Geçen hafta Salı günü akşam geç saatlerde, Gazze kentinin batısında iki ayrı polis noktasına intihar saldırısı düzenlendi.

Saldırılarda kontrol noktalarında görevli polis memurlarından üçü hayatını kaybederken, üçü de yaralandı.

Filistin İçişleri Bakanlığı’nın Gazze’deki sözcüsü, eylemcilerin kimliklerinin tespit edildiğini ve soruşturma tamamlandığında kamuoyuna daha ayrıntılı bilgi vereceklerini söyledi.

Gazze Şeridi, yaklaşık iki milyon civarında insanın yaşadığı küçük bir coğrafya.

Herkes herkesi aşağı yukarı tanıyor.

Dolayısıyla eylemcilerin kimliğinin kısa sürede belirlenmesi zor değil.

Önemli olan düğmeye basan ve söz konusu kişileri harekete geçirenlerin ortaya çıkarılması.

Gazze Şeridi’nde Hamas’a karşı DAEŞ’i sahaya kim sürdü?

Bu sorunun cevabı bulunursa, saldırılarla elde edilmek istenen sonuç da daha iyi anlaşılacak.
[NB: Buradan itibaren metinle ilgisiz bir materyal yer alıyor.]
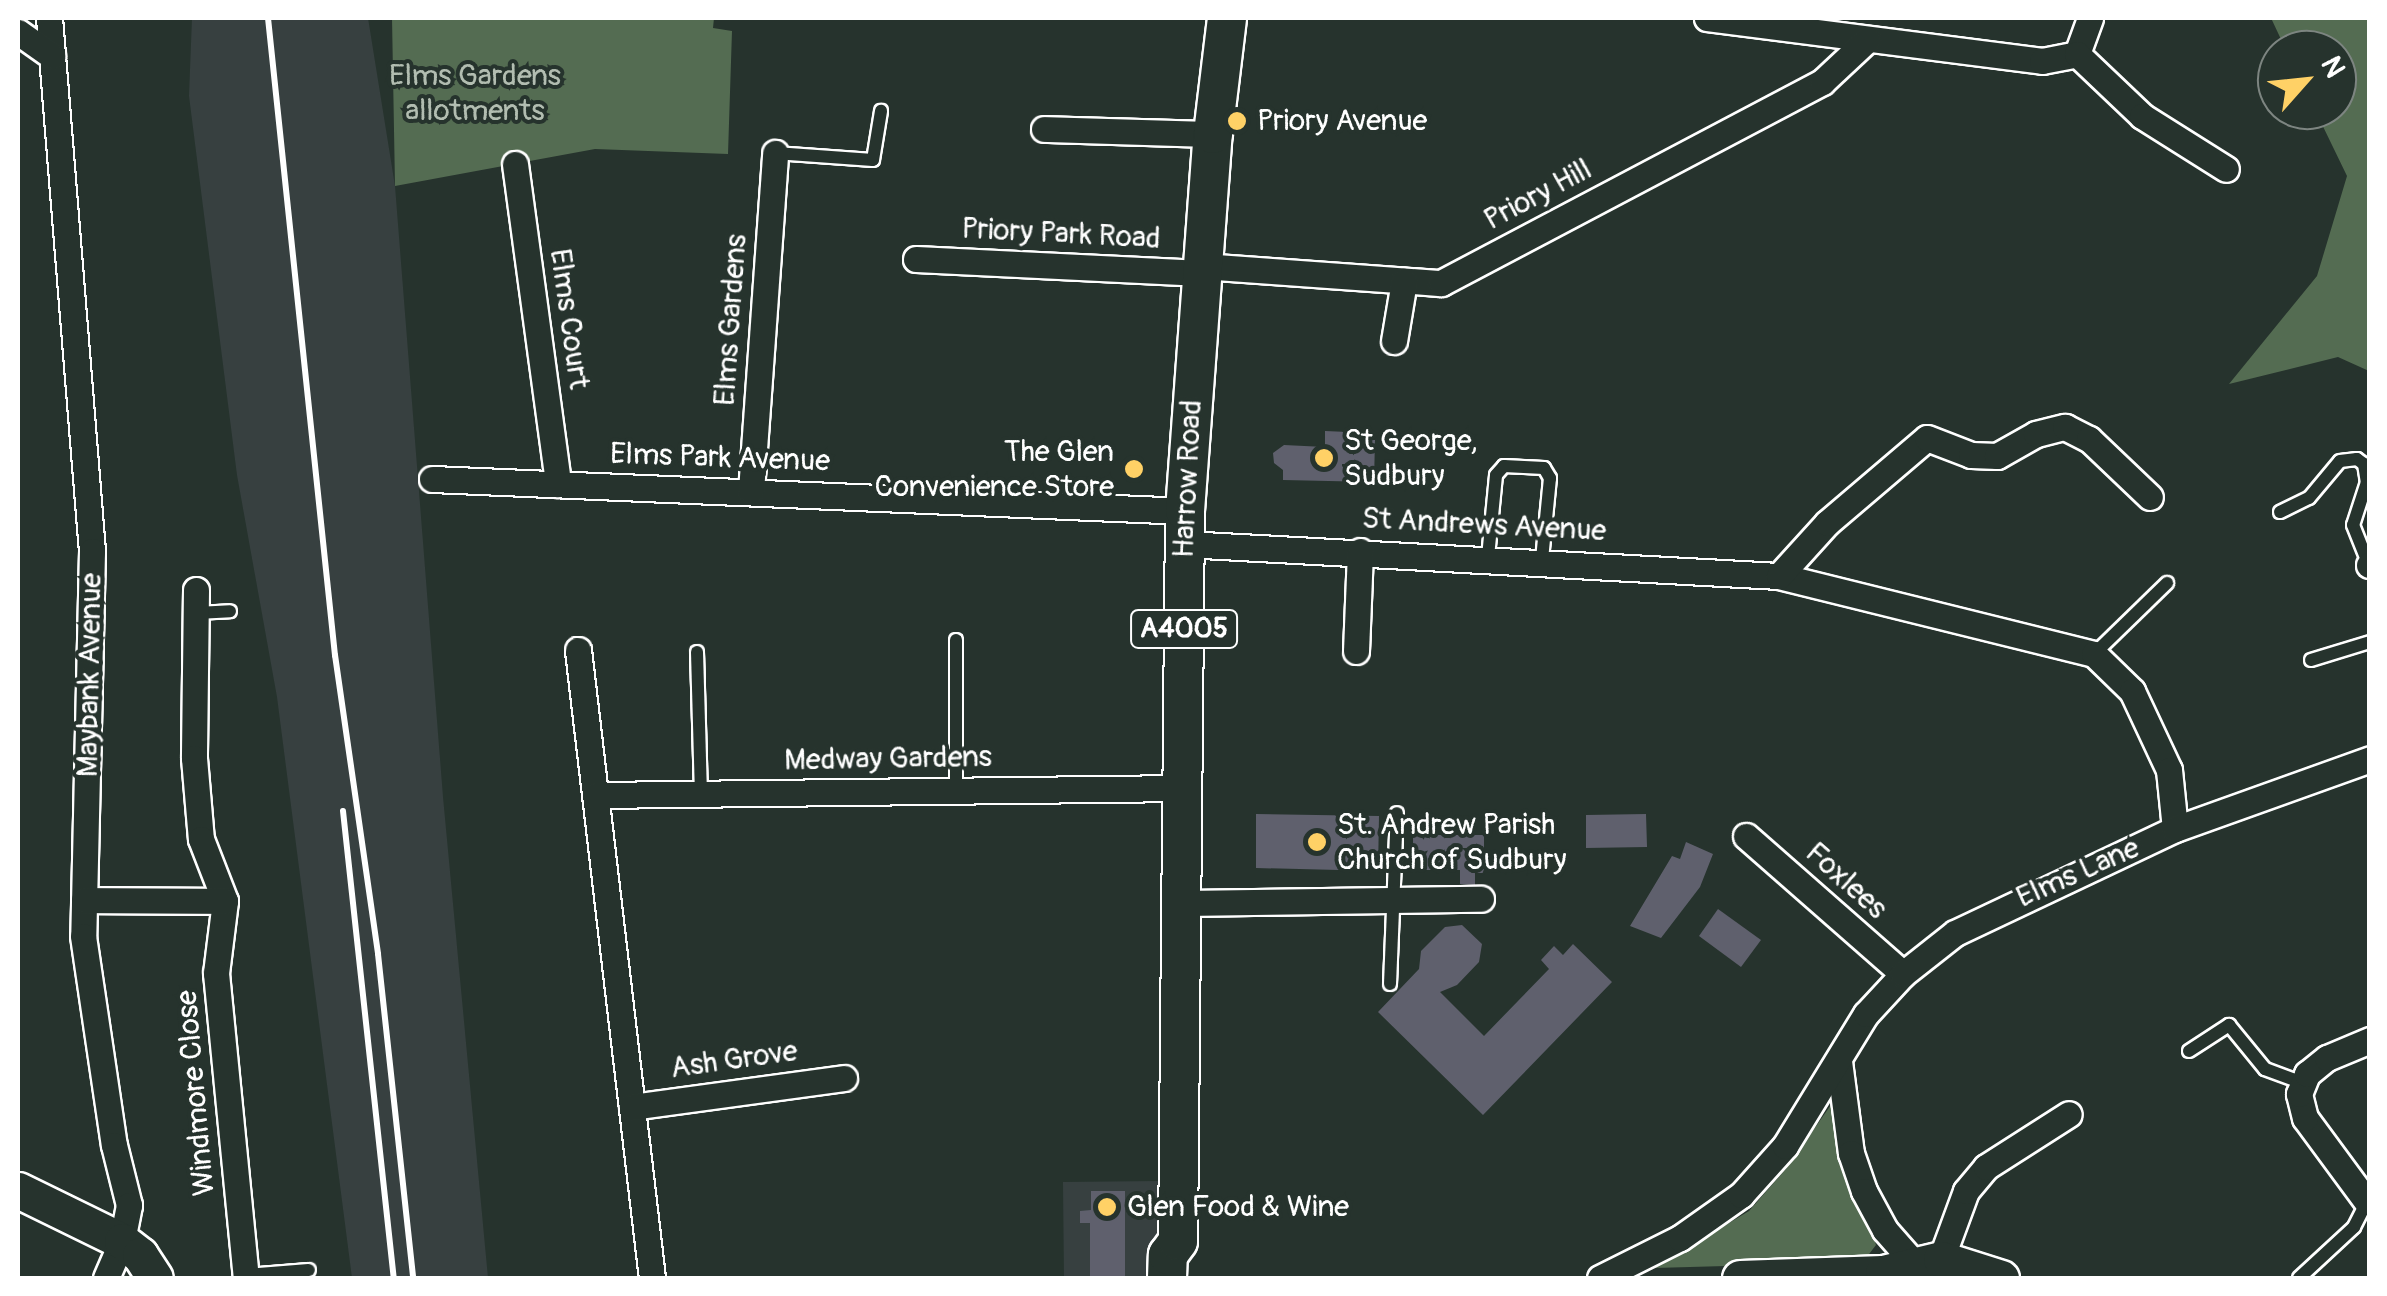 <!DOCTYPE html>
<html>
<head>
<meta charset="utf-8">
<style>
	body { margin:0 }
	#map { position:relative; width:2387px; height:1296px; overflow:hidden; background:#26332d; font-family:Pangolin,sans-serif }
	div>[style] { position:absolute }
	.built>* { inset:0; background:#374040 }
	.green>* { inset:0; background:#546c52 }
	.building>* { inset:0; background:#5f606d }
	.roads { filter:drop-shadow(2px 0 #fff) drop-shadow(-2px 0 #fff) drop-shadow(0 2px #fff) drop-shadow(0 -2px #fff) }
	.lane>* { height:12px; margin:-6px; padding:0 6px; transform-origin:6px; border-radius:6px; background:#26332d }
	.street>* { height:25px; margin:-12.5px; padding:0 12.5px; transform-origin:12.5px; border-radius:12.5px; background:#26332d }
	.secondary>* { height:35px; margin:-17.5px; padding:0 17.5px; transform-origin:17.5px; border-radius:17.5px; background:#26332d }
	.primary>* { height:38px; margin:-19px; padding:0 19px; transform-origin:19px; border-radius:19px; background:#26332d }
	.rail>* { height:6px; margin:-3px; padding:0 3px; transform-origin:3px; border-radius:3px; background:#fff }
	.dots>* { width:28px; height:28px; translate:-50% -50%; box-sizing:border-box; border:5px solid #26332d; border-radius:50% }
	span { translate:-50% -50%; white-space:nowrap; text-align:center; line-height:1.15; -webkit-text-stroke:8px #26332d; paint-order:stroke }
	.shield-label span { padding:2px 8px; background:#26332d; border:2px solid; border-radius:8px; -webkit-text-stroke-width:0 }
	.shield-label { font-size:28px; color:#fff; font-weight:700 }
	.park-label { font-size:30px; color:#b2bdb1 }
	.poi-label { font-size:30px; color:#fff }
	.left { translate:0 -50%; text-align:left }
	.right { translate:-100% -50%; text-align:right }
	.street-label { font-size:30px; color:#fff }
	.frame { position:absolute; inset:0; border:20px solid #fff; pointer-events:none }
	.north { position:absolute; left:2257px; top:30px; width:100px; height:100px; box-sizing:border-box; background:#26332d; border:2px solid #7d8581; border-radius:50%; rotate:63deg; font-size:28px; font-weight:700; line-height:40px; text-align:center; color:#fff }
	.north::after { content:''; display:block; margin:auto; width:35px; height:45px; background:#ffd166; clip-path:polygon(50% 0,100% 100%,50% 72%,0 100%) }
</style>
</head>
<body>
<div id="map">
	<div class="built">
		<i style="clip-path:polygon(192px 18px,368px 18px,395px 186px,443px 797px,488px 1278px,352px 1278px,277px 697px,237px 475px,189px 96px)"></i>
		<i style="clip-path:polygon(1159px 1181px,1158px 1245px,1149px 1277px,1064px 1278px,1063px 1182px)"></i>
	</div>
	<div class="green">
		<i style="clip-path:polygon(392px 18px,714px 18px,713px 28px,732px 31px,728px 154px,595px 149px,395px 186px)"></i>
		<i style="clip-path:polygon(2271px 18px,2369px 18px,2369px 371px,2338px 357px,2229px 384px,2317px 276px,2347px 176px,2315px 110px,2337px 110px,2337px 50px,2286px 50px)"></i>
		<i style="clip-path:polygon(1833px 1102px,1876px 1245px,1863px 1262px,1654px 1268px,1749px 1211px,1786px 1169px)"></i>
	</div>
	<div class="building">
		<i style="clip-path:polygon(1325px 431px,1348px 432px,1347px 440px,1375px 440px,1374px 482px,1283px 480px,1283px 470px,1274px 463px,1273px 453px,1284px 445px,1325px 447px)"></i>
		<i style="clip-path:polygon(1256px 814px,1379px 816px,1378px 871px,1256px 868px)"></i>
		<i style="clip-path:polygon(1646px 814px,1647px 847px,1586px 848px,1586px 815px)"></i>
		<i style="clip-path:polygon(1413px 835px,1484px 835px,1484px 873px,1475px 873px,1475px 885px,1460px 884px,1460px 870px,1413px 870px)"></i>
		<i style="clip-path:polygon(1686px 842px,1713px 854px,1700px 887px,1661px 938px,1630px 926px,1672px 856px,1680px 859px)"></i>
		<i style="clip-path:polygon(1718px 909px,1761px 940px,1741px 967px,1699px 936px)"></i>
		<i style="clip-path:polygon(1462px 925px,1482px 944px,1479px 962px,1457px 985px,1440px 992px,1484px 1036px,1549px 969px,1541px 960px,1554px 946px,1563px 955px,1573px 944px,1612px 982px,1483px 1115px,1378px 1012px,1419px 969px,1421px 951px,1445px 927px)"></i>
		<i style="clip-path:polygon(1091px 1191px,1125px 1191px,1125px 1277px,1090px 1278px,1090px 1223px,1080px 1223px,1080px 1211px,1091px 1210px)"></i>
	</div>
	<div class="roads">
		<div class="lane">
			<i style="left:775px;top:153px;width:98px;rotate:4.1deg"></i>
			<i style="left:873px;top:160px;width:50px;rotate:-80.7deg"></i>
			<i style="left:2280px;top:512px;width:32px;rotate:-26deg"></i>
			<i style="left:2309px;top:498px;width:48px;rotate:-50deg"></i>
			<i style="left:2340px;top:461px;width:17px;rotate:-7deg"></i>
			<i style="left:2357px;top:459px;width:9px;rotate:36deg"></i>
			<i style="left:2364px;top:464px;width:18px;rotate:81deg"></i>
			<i style="left:2367px;top:482px;width:45px;rotate:108deg"></i>
			<i style="left:2353px;top:525px;width:43px;rotate:68.2deg"></i>
			<i style="left:1488px;top:557px;width:82px;rotate:-84.4deg"></i>
			<i style="left:1496px;top:475px;width:12px;rotate:-48deg"></i>
			<i style="left:1504px;top:466px;width:40px;rotate:2.9deg"></i>
			<i style="left:1544px;top:468px;width:12px;rotate:59deg"></i>
			<i style="left:1550px;top:478px;width:82px;rotate:95.6deg"></i>
			<i style="left:197px;top:613px;width:33px;rotate:-3deg"></i>
			<i style="left:697px;top:652px;width:141px;rotate:88.4deg"></i>
			<i style="left:2094px;top:654px;width:102px;rotate:-44.2deg"></i>
			<i style="left:2311px;top:660px;width:62px;rotate:-17deg"></i>
			<i style="left:956px;top:791px;width:151px;rotate:-90deg"></i>
			<i style="left:1390px;top:984px;width:171px;rotate:-87.7deg"></i>
			<i style="left:2189px;top:1051px;width:48px;rotate:-33deg"></i>
			<i style="left:2229px;top:1025px;width:57px;rotate:50.7deg"></i>
			<i style="left:2265px;top:1069px;width:40px;rotate:20.2deg"></i>
			<i style="left:246px;top:1275px;width:63px;rotate:-4.5deg"></i>
			<i style="left:2299px;top:1278px;width:75px;rotate:-42.8deg"></i>
			<i style="left:2354px;top:1227px;width:28px;rotate:-63deg"></i>
		</div>
		<div class="street">
			<i style="left:49px;top:18px;width:535px;rotate:85.39deg"></i>
			<i style="left:92px;top:551px;width:385px;rotate:91.3deg"></i>
			<i style="left:83px;top:936px;width:211px;rotate:81.6deg"></i>
			<i style="left:114px;top:1145px;width:62px;rotate:76deg"></i>
			<i style="left:129px;top:1205px;width:37px;rotate:101deg"></i>
			<i style="left:122px;top:1241px;width:40px;rotate:113.4deg"></i>
			<i style="left:1707px;top:18px;width:338px;rotate:7.3deg"></i>
			<i style="left:2042px;top:61px;width:36px;rotate:-11deg"></i>
			<i style="left:2077px;top:54px;width:38px;rotate:-70deg"></i>
			<i style="left:18px;top:32px;width:42px;rotate:35.2deg"></i>
			<i style="left:2077px;top:54px;width:90px;rotate:43.6deg"></i>
			<i style="left:2142px;top:116px;width:99px;rotate:32.2deg"></i>
			<i style="left:1044px;top:129px;width:169px;rotate:1.7deg"></i>
			<i style="left:515px;top:164px;width:323px;rotate:82.3deg"></i>
			<i style="left:916px;top:259px;width:286px;rotate:2.8deg"></i>
			<i style="left:1202px;top:266px;width:240px;rotate:4.1deg"></i>
			<i style="left:1441px;top:283px;width:431px;rotate:-27.8deg"></i>
			<i style="left:1822px;top:82px;width:62px;rotate:-43deg"></i>
			<i style="left:1394px;top:341px;width:61px;rotate:-80.5deg"></i>
			<i style="left:432px;top:479px;width:754px;rotate:2.43deg"></i>
			<i style="left:751px;top:491px;width:339px;rotate:-85.9deg"></i>
			<i style="left:1184px;top:544px;width:596px;rotate:3.08deg"></i>
			<i style="left:1779px;top:576px;width:325px;rotate:13.9deg"></i>
			<i style="left:2094px;top:654px;width:53px;rotate:44.2deg"></i>
			<i style="left:2132px;top:691px;width:87px;rotate:64.9deg"></i>
			<i style="left:2169px;top:770px;width:59px;rotate:84.2deg"></i>
			<i style="left:2369px;top:565px;width:1px"></i>
			<i style="left:1779px;top:576px;width:72px;rotate:-47.8deg"></i>
			<i style="left:1827px;top:523px;width:131px;rotate:-40.4deg"></i>
			<i style="left:1927px;top:438px;width:47px;rotate:21.1deg"></i>
			<i style="left:1971px;top:455px;width:26px;rotate:2deg"></i>
			<i style="left:1997px;top:456px;width:45px;rotate:-29.4deg"></i>
			<i style="left:2036px;top:434px;width:30px;rotate:-14deg"></i>
			<i style="left:2065px;top:427px;width:27px;rotate:27deg"></i>
			<i style="left:2089px;top:439px;width:84px;rotate:43.6deg"></i>
			<i style="left:196px;top:590px;width:168px;rotate:90.7deg"></i>
			<i style="left:194px;top:758px;width:81px;rotate:85.1deg"></i>
			<i style="left:201px;top:839px;width:66px;rotate:68.8deg"></i>
			<i style="left:225px;top:901px;width:73px;rotate:97.1deg"></i>
			<i style="left:216px;top:973px;width:306px;rotate:84.4deg"></i>
			<i style="left:578px;top:650px;width:632px;rotate:83.28deg"></i>
			<i style="left:1356px;top:651px;width:100px;rotate:-87.7deg"></i>
			<i style="left:595px;top:795px;width:587px;rotate:-0.68deg"></i>
			<i style="left:1746px;top:836px;width:209px;rotate:41.3deg"></i>
			<i style="left:84px;top:900px;width:141px;rotate:0.4deg"></i>
			<i style="left:1180px;top:903px;width:301px;rotate:-0.8deg"></i>
			<i style="left:1839px;top:1061px;width:93px;rotate:82.6deg"></i>
			<i style="left:1851px;top:1153px;width:40px;rotate:71.1deg"></i>
			<i style="left:1864px;top:1191px;width:44px;rotate:61.7deg"></i>
			<i style="left:1885px;top:1230px;width:44px;rotate:48.7deg"></i>
			<i style="left:632px;top:1107px;width:214px;rotate:-7.8deg"></i>
			<i style="left:2367px;top:1202px;width:104px;rotate:-126.4deg"></i>
			<i style="left:2305px;top:1118px;width:25px;rotate:-104deg"></i>
			<i style="left:2299px;top:1094px;width:22px;rotate:-68deg"></i>
			<i style="left:2307px;top:1074px;width:26px;rotate:-39deg"></i>
			<i style="left:2327px;top:1058px;width:47px;rotate:-22.7deg"></i>
			<i style="left:1941px;top:1259px;width:72px;rotate:-69.8deg"></i>
			<i style="left:1966px;top:1191px;width:31px;rotate:-50deg"></i>
			<i style="left:1986px;top:1167px;width:98px;rotate:-32.6deg"></i>
			<i style="left:1600px;top:1278px;width:89px;rotate:-26.6deg"></i>
			<i style="left:1680px;top:1238px;width:75px;rotate:-35.2deg"></i>
			<i style="left:1741px;top:1195px;width:66px;rotate:-48.1deg"></i>
			<i style="left:1785px;top:1146px;width:155px;rotate:-58.5deg"></i>
			<i style="left:1866px;top:1014px;width:54px;rotate:-47.2deg"></i>
			<i style="left:1903px;top:974px;width:66px;rotate:-38.3deg"></i>
			<i style="left:1955px;top:933px;width:243px;rotate:-25.3deg"></i>
			<i style="left:2175px;top:829px;width:207px;rotate:-19.7deg"></i>
		</div>
		<div class="secondary">
			<i style="left:18px;top:1190px;width:116px;rotate:26.1deg"></i>
			<i style="left:122px;top:1241px;width:23px;rotate:38deg"></i>
			<i style="left:140px;top:1255px;width:27px;rotate:57deg"></i>
			<i style="left:1740px;top:1278px;width:143px;rotate:-2deg"></i>
			<i style="left:1883px;top:1273px;width:60px;rotate:-13.6deg"></i>
			<i style="left:1941px;top:1259px;width:63px;rotate:17.6deg"></i>
		</div>
		<div class="primary">
			<i style="left:1167px;top:1278px;width:23px;rotate:-88deg"></i>
			<i style="left:1168px;top:1255px;width:17px;rotate:-54deg"></i>
			<i style="left:1178px;top:1241px;width:730px;rotate:-89.45deg"></i>
			<i style="left:1185px;top:511px;width:378px;rotate:-85.8deg"></i>
			<i style="left:1213px;top:134px;width:117px;rotate:-83.1deg"></i>
		</div>
	</div>
	<div class="rail">
		<i style="left:268px;top:18px;width:641px;rotate:84deg"></i>
		<i style="left:335px;top:655px;width:302px;rotate:81.8deg"></i>
		<i style="left:378px;top:954px;width:326px;rotate:83.8deg"></i>
		<i style="left:343px;top:811px;width:470px;rotate:83.8deg"></i>
	</div>
	<div class="dots">
		<i style="left:1237px;top:121px;background:#ffd166"></i>
		<i style="left:1324px;top:458px;background:#ffd166"></i>
		<i style="left:1134px;top:469px;background:#ffd166"></i>
		<i style="left:1317px;top:842px;background:#ffd166"></i>
		<i style="left:1107px;top:1207px;background:#ffd166"></i>
	</div>
	<div class="shield-label">
		<span style="left:1184px;top:629px">A4005</span>
	</div>
	<div class="park-label">
		<span style="left:475px;top:93px">Elms Gardens<br>allotments</span>
	</div>
	<div class="poi-label">
		<span class="left" style="left:1257px;top:121px">Priory Avenue</span>
		<span class="left" style="left:1344px;top:458px">St George,<br>Sudbury</span>
		<span class="right" style="left:1114px;top:469px">The Glen<br>Convenience Store</span>
		<span class="left" style="left:1337px;top:842px">St. Andrew Parish<br>Church of Sudbury</span>
		<span class="left" style="left:1127px;top:1207px">Glen Food &amp; Wine</span>
	</div>
	<div class="street-label">
		<span style="left:1538px;top:195px;rotate:-28deg">Priory Hill</span>
		<span style="left:1061px;top:234px;rotate:3deg">Priory Park Road</span>
		<span style="left:569px;top:319px;rotate:82deg">Elms Court</span>
		<span style="left:731px;top:320px;rotate:-86deg">Elms Gardens</span>
		<span style="left:720px;top:458px;rotate:2deg">Elms Park Avenue</span>
		<span style="left:1188px;top:479px;rotate:-87deg">Harrow Road</span>
		<span style="left:1484px;top:525px;rotate:3deg">St Andrews Avenue</span>
		<span style="left:90px;top:675px;rotate:-89deg">Maybank Avenue</span>
		<span style="left:888px;top:759px;rotate:-1deg">Medway Gardens</span>
		<span style="left:2078px;top:873px;rotate:-24deg">Elms Lane</span>
		<span style="left:1846px;top:881px;rotate:42deg">Foxlees</span>
		<span style="left:734px;top:1060px;rotate:-8deg">Ash Grove</span>
		<span style="left:196px;top:1093px;rotate:-95deg">Windmore Close</span>
	</div>
	<div class="frame"></div>
	<div class="north">N</div>
</div>
</body>
</html>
Muhtemel şüphelilerin başında İsrail’in geldiğini söylemeye gerek yok.

Fakat işgalcilerle ortak hedefleri olan bir başka ülkenin veya Ramallah’taki yönetimin işin içinde olabileceği ihtimali de göz ardı edilmemeli.

İstihbarat örgütlerinin kullanışlı maymuncuğu kanlı terör örgütü, geçen hafta sadece Gazze’de değil Yemen’in geçici başkenti Aden’de de kendini gösterdi.

Birleşik Arap Emirlikleri’nin desteklediği ayrılıkçı Güney Geçiş Konseyi’ne bağlı el-Hizam el-Emnî adlı milis grubunu hedef alan bombalı saldırıyı, DAEŞ üstlendi.

Terör örgütünün bu saldırısı BAE’nin terörle mücadele bahanesiyle Aden ve Ebyen’de Yemen ordu birliklerine hava saldırıları düzenleyerek büyük bir katliam gerçekleştirmesinin hemen ardından geldi ve Abu Dhabi’yi oldukça sevindirdi.

Saldırı adeta BAE’nin iddiasının doğru olduğunu göstermek amacıyla yapılmıştı.

Bu arada Yemenli gazeteciler ve aktivistler Aden’de DAEŞ bayrağı açan bazı örgüt üyelerini el-Hizam el-Emnî komutanıyla birlikte gösteren bir fotoğraf yayınlayarak terör saldırısının arkasında katliamı haklı çıkarma çabasındaki BAE’nin olduğunu iddia etti.

DAEŞ’in üstlendiği saldırı ayrıca Associated Press’in Ağustos 2018’de “US allies, al-Qaida battle rebels in Yemen” başlığıyla yayınladığı araştırma dosyasını yeniden gündeme getirdi.

Söz konusu dosyada, Suudi Arabistan ve BAE’nin Yemen’de El-Kaide’yle işbirliği ve örgüt üyelerinin BAE’nin kurduğu milis güçlerine katıldıkları anlatılıyor.

DAEŞ eylemlerinin hortlatılarak istismar edilmesi hâlâ başvurulan bir oyun.

Kirli planların terörle mücadele adı altında hayata geçirilmesi için vahşi terör örgütü paravan olarak kullanılıyor.

Batı’daki DAEŞ algısının farkında olan BAE, liderlerinin uluslararası mahkemelerde yargılanmasını gerektirecek bir katliamı aynı taktikle ve algı operasyonuyla aklamaya çalışıyor.

Abu Dhabi’nin Yemen’de desteklediği milislerin başındaki Hani bin Braik de oldukça karanlık bir isim.

Etiyopya’nın başkenti Adis Ababa’da Yemenli bir baba ve Etiyopyalı bir annenin çocuğu olarak 1974’te dünyaya gelen Bin Braik, 1990 yılında babasıyla Yemen’e döndü.

Bir yıl sonra El-Kaide’ye katılarak Afganistan’a savaşmaya gitti.

1994’te Yemen’e geri dönen Bin Braik, şu an BAE’nin Yemen’de kurduğu paralı milis güçlerini yönetiyor.